Help keep your teen worker safe
Does your teen have a job, or are they thinking about it? As parents and caregivers, it’s natural to have concerns about their safety. Talking with them about it can help.
First, you need to stress to your teens that, as workers, they have rights. Employers should provide “safety training using words that teens can understand,” the National Institute for Occupational Safety and Health says. They also should:
- Go over safety precautions and all possible workplace hazards.
- Give clear instruction for each task, especially unfamiliar ones.
- Provide hands-on training on the correct use of equipment.
- Reinforce training.
The #KeepTeenWorkersSafe campaign has more tips for teen workers:
- Bullying and harassment is never OK. Speak up if you feel uncomfortable, threatened or unsafe at work.
- Don’t enter any location if you feel unsafe. Use the “buddy system” or ask for an escort, especially when returning to your vehicle at the end of a night shift.
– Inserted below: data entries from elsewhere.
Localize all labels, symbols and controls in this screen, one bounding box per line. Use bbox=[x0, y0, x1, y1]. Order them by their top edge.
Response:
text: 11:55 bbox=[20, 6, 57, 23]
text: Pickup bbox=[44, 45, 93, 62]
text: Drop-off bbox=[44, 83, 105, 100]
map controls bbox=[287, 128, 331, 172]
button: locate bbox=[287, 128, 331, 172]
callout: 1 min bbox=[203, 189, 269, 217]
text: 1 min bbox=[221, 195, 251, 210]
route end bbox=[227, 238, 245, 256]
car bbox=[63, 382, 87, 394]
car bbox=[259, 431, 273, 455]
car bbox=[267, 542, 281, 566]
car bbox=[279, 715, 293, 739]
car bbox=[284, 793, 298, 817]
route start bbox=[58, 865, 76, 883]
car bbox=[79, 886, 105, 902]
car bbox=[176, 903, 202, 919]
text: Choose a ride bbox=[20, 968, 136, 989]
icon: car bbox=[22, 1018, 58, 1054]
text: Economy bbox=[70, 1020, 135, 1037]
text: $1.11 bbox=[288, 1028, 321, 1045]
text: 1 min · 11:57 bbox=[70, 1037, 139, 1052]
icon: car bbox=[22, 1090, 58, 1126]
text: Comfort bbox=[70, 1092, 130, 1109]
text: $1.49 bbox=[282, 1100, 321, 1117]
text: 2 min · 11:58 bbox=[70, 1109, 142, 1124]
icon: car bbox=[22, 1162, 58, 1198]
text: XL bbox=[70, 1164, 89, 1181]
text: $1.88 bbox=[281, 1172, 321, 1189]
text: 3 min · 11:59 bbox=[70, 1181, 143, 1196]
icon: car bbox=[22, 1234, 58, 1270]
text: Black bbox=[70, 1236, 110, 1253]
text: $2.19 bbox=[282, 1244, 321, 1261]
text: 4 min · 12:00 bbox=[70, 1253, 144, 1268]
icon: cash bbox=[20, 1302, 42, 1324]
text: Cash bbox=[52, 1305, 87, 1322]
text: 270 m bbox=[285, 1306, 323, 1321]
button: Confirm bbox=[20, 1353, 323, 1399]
- Tell your supervisor about any concerns you have about your safety or security.
- Slips, trips and falls are the leading causes of teen worker injuries. Do your part: Clean spills, move clutter out of walkways and wear rubber-soled shoes.
- Know the escape routes from your work and where you should go for emergency medical treatment.
- Ask questions and ask for help if needed.
- Wear any safety gear required to do your job.